MEPs have strongly supported a report calling for minimum standards for minorities in the EU (rapporteur József NAGY).
The report represents a complete overview of the European Parliament’s position on the rights of national or ethnic, religious and linguistic minorities in the EU.
The text was overwhelmingly adopted on November 13, 2018 by 6/7 of the Parliament.
EFA MEP Miroslavs Mitrofanovs welcomed the report and the overwhelming backing of MEPs:
"This report is a big step forward after decades of stagnation in the field of minority rights.
"After joining the EU, some member states' attitudes towards national minorities has worsened, partly due to a lack of control and oversight on the part of EU institutions.
"By adopting this report, the European Parliament makes it absolutely clear that member states and the European Union must do more in order to protect the rights of persons belonging to minorities".
The report concentrates on combating discrimination, hate crime and hate speech, and defines national and ethnic minorities. There are also chapters related to cultural rights, the right to education and language rights.
Most of Parliament’s recommendations are based on the Framework Convention for the Protection of National Minorities and the European Charter for Regional and Minority Languages.

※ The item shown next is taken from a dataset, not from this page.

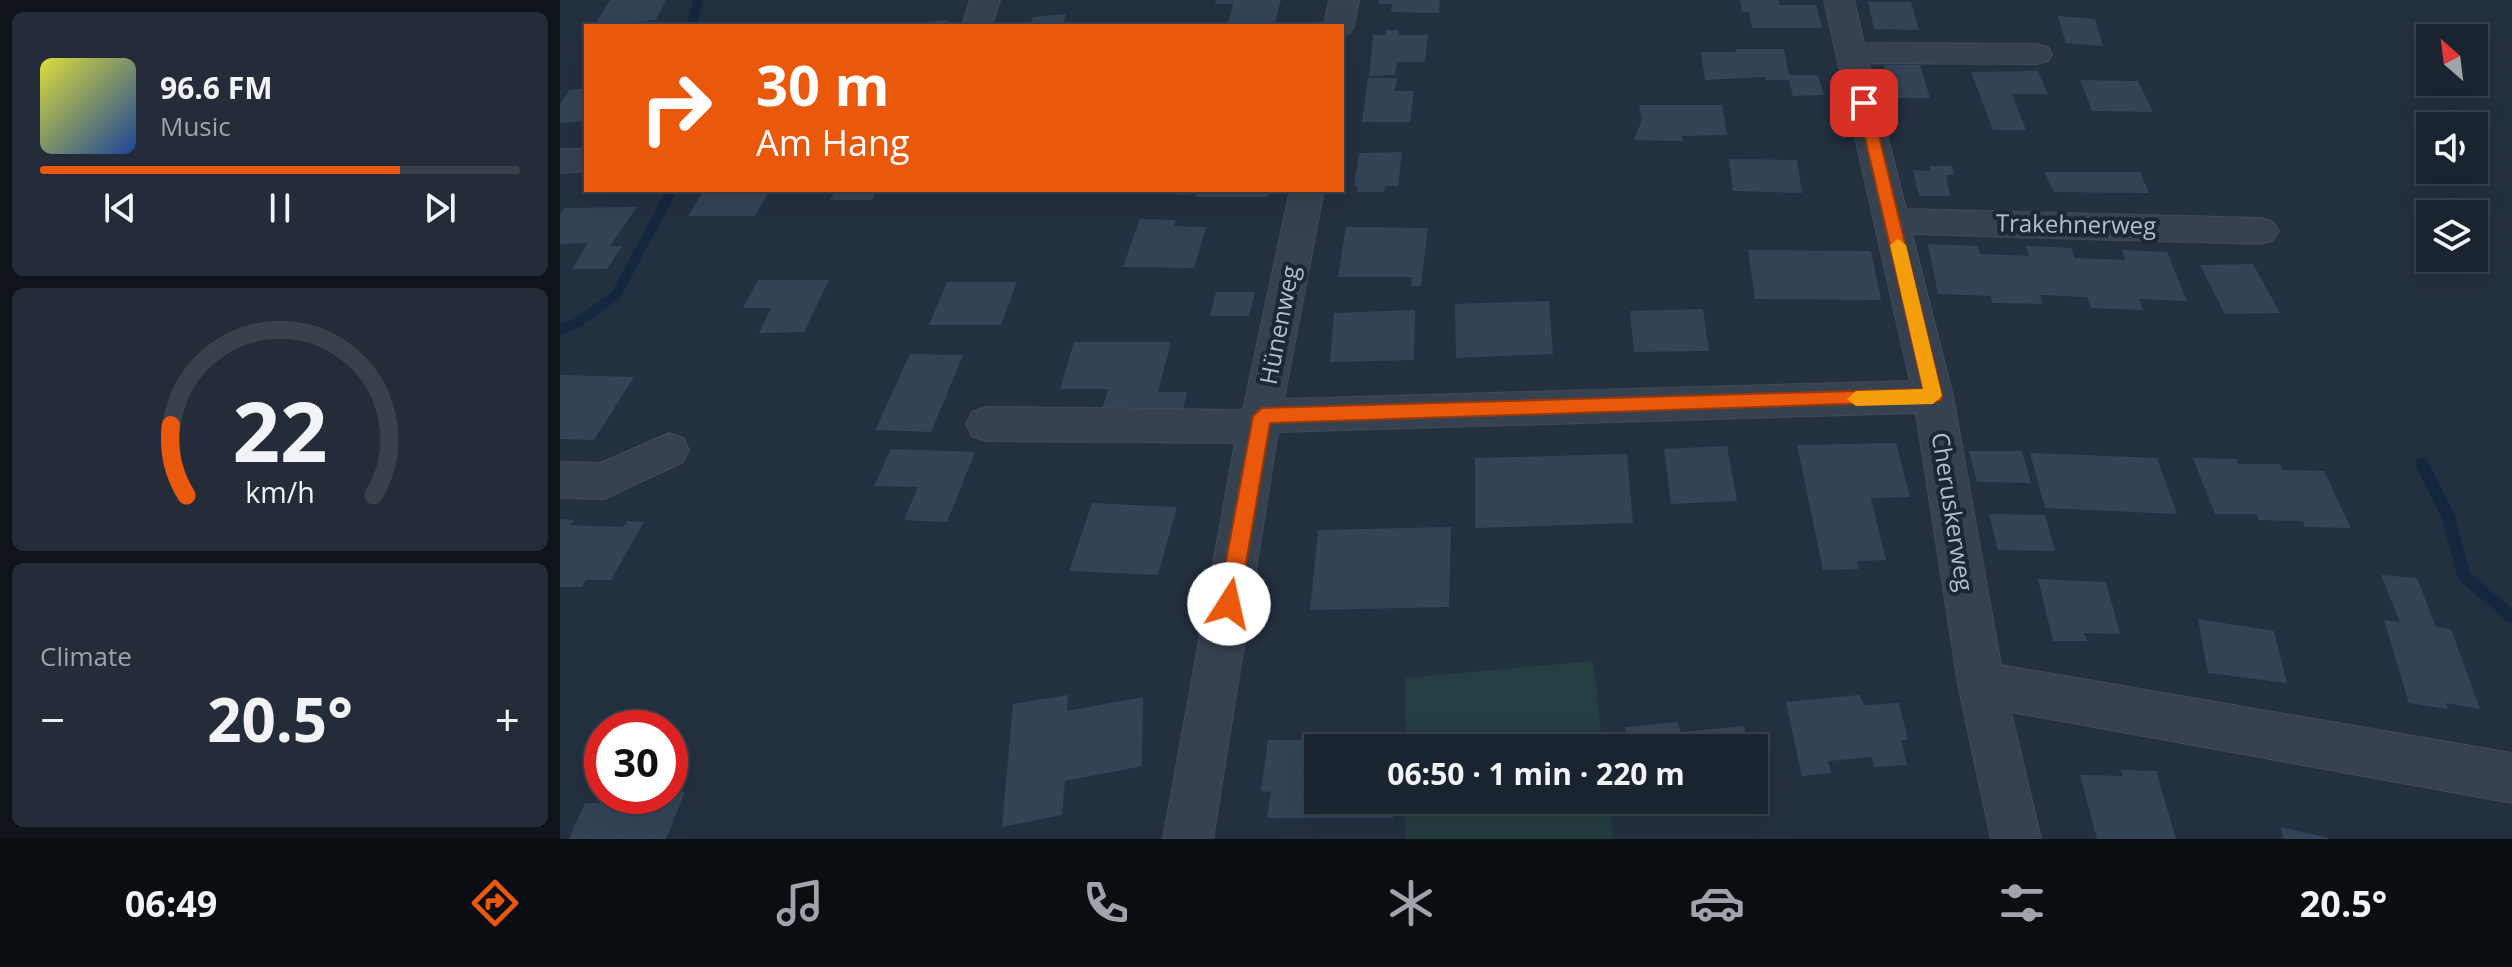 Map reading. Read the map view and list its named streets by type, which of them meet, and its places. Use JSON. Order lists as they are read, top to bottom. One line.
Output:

The report calls on the Commission to draw up a common framework of EU minimum standards for the protection of minorities. This framework could consist of at least three instruments: the guidelines reflecting good practices within the Member States, a Commission recommendation, taking into consideration existing national measures, subsidiarity and proportionality and a legislative proposal for a directive on minimum standards for minorities in the EU, including clear benchmarks and sanctions.
With regard to migrant minorities, political groups have achieved a compromise stipulating that all national or ethnic, religious and linguistic minorities should be protected, but in certain situations (for example, language rights) the scope for protection of national minorities is wider.
The Parliament supported the Greens/EFA amendment calling upon the European Union Agency for Fundamental Rights to monitor cases of hate crime and hate speech in EU states and to report regularly on cases and trends.